He approached her and asked, 'Mrs. Jones, do you know me?'

She responded, 'Why, yes, I do know you, Mr. Williams. I've known you since you were a boy, and frankly, you've been a big disappointment to me. You lie, you cheat on your wife, and you manipulate people and talk about them behind their backs. You think you're a big shot when you haven't the brains to realize you'll never amount to anything more than a two-bit paper pusher. Yes, I know you.'

The lawyer was stunned. Not knowing what else to do, he pointed across the room and asked, 'Mrs. Jones, do you know the defense attorney?'

She again replied, ' Why yes, I do. I've known Mr. Bradley since he was a youngster, too. He's lazy, bigoted, and he has a drinking problem. He can't build a normal relationship with anyone, and his law practice is one of the worst in the entire state. Not to mention he cheated on his wife with three different women. One of them was your wife.

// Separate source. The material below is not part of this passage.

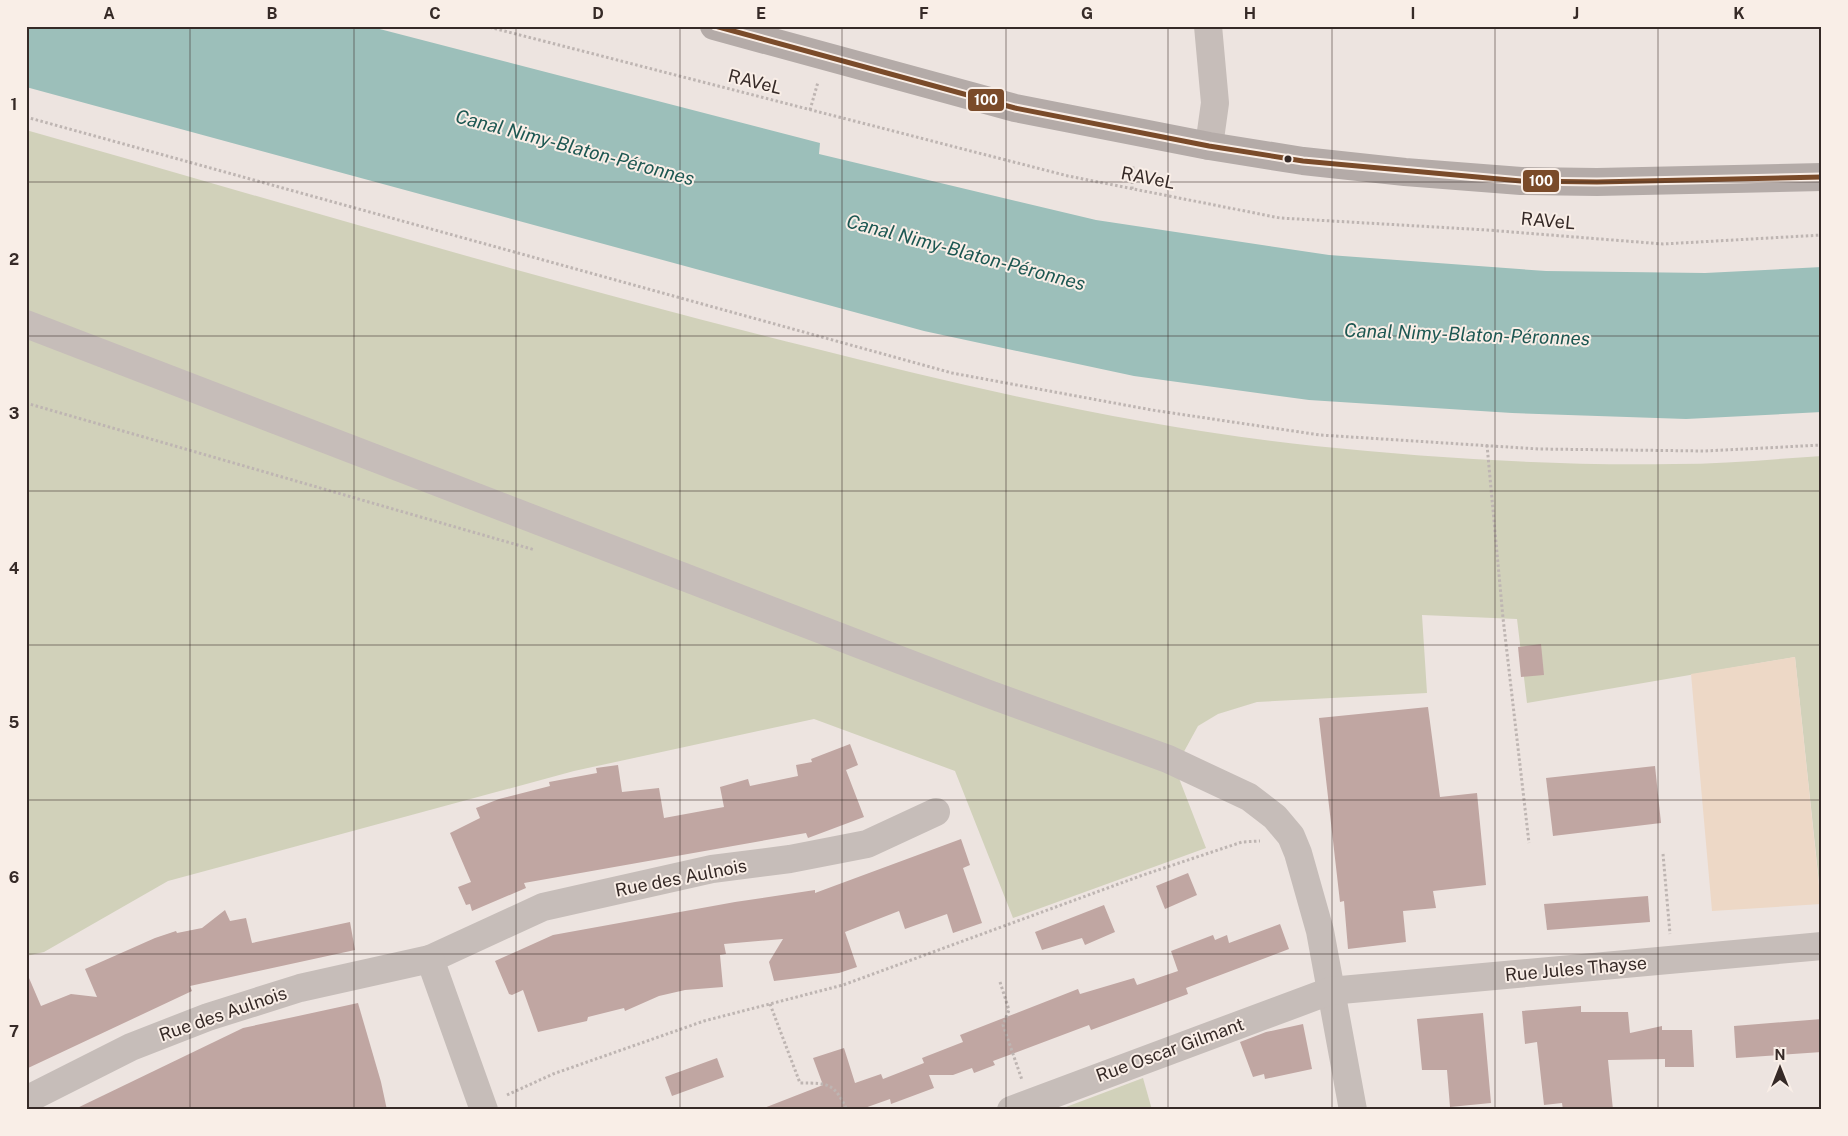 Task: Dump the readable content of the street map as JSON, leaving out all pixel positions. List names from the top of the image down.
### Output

Yes, I know him.'

The defense attorney nearly died.

The judge asked both counselors to approach the bench and, in a very quiet voice, said,

'If either of you idiots asks her if she knows me, I'll send you both to the electric chair.'

11 posted on 02/29/2008 5:20:46 AM PST by N. Theknow (Kennedys: Can't drive, can't fly, can't ski, can't skipper a boat; but they know what's best for us)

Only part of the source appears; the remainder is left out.